The Lynx drafted Collier, a franchise player, with the sixth overall pick—no tank necessary. As a champagne-drunk Stewart pointed out in the postgame press conference, Sabally played few minutes in the semifinals series against the Aces, but the Liberty were surely glad for drafting her in 2022 and keeping her around when she scored nine points in the third quarter of Game 5 and gave her team new life.

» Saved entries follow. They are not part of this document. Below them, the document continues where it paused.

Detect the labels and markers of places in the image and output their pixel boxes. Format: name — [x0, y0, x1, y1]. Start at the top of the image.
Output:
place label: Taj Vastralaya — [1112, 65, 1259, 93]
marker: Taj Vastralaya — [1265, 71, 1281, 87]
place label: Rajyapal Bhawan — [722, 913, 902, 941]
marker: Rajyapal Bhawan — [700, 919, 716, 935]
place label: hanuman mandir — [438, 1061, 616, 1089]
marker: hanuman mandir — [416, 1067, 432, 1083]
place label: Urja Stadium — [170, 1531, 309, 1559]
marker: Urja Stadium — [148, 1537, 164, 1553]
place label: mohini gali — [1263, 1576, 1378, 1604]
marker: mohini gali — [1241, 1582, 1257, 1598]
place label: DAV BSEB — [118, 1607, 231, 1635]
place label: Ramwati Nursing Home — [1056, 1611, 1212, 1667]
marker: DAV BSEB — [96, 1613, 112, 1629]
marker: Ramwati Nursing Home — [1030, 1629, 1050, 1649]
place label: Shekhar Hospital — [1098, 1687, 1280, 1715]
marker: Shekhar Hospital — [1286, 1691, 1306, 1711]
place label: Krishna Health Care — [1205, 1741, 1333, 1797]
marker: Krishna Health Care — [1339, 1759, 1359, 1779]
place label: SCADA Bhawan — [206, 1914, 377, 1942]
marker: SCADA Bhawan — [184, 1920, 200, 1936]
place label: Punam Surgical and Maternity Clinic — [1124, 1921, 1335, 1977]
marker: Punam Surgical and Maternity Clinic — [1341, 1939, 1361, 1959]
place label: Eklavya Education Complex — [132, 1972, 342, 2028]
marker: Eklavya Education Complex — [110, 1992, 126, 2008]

Build rosters that make sense, win games with those rosters, and fans will respond. This applies in any sport, but especially so in this league, which will always face some hostility to the idea that a WNBA team can be a meaningful part of a person’s life. On game days and on the days between them, these teams both felt like part of the air. Pardon the Thomas Friedman bit: As fun as the arenas in Minneapolis and Brooklyn were, some moments outside them could be just as invigorating. I dodged bootleg Liberty T-shirt sellers on walks to the arena. I’m ashamed, but also a little chuffed, to admit I had the time for Game 5 wrong until I overheard two valet drivers in Minneapolis talking about it. (National Sunday WNBA games usually get played in the afternoon, not in primetime.) Last night, as I slipped out of the Liberty's arena at an awful hour, a nearby deliveryman with a hand truck full of boxes hollered “Sweetie!” at me, beginning what I was sure would be garden-variety street harassment before he congratulated me on making franchise history. He thought I was employed by the team. A city loves a winner.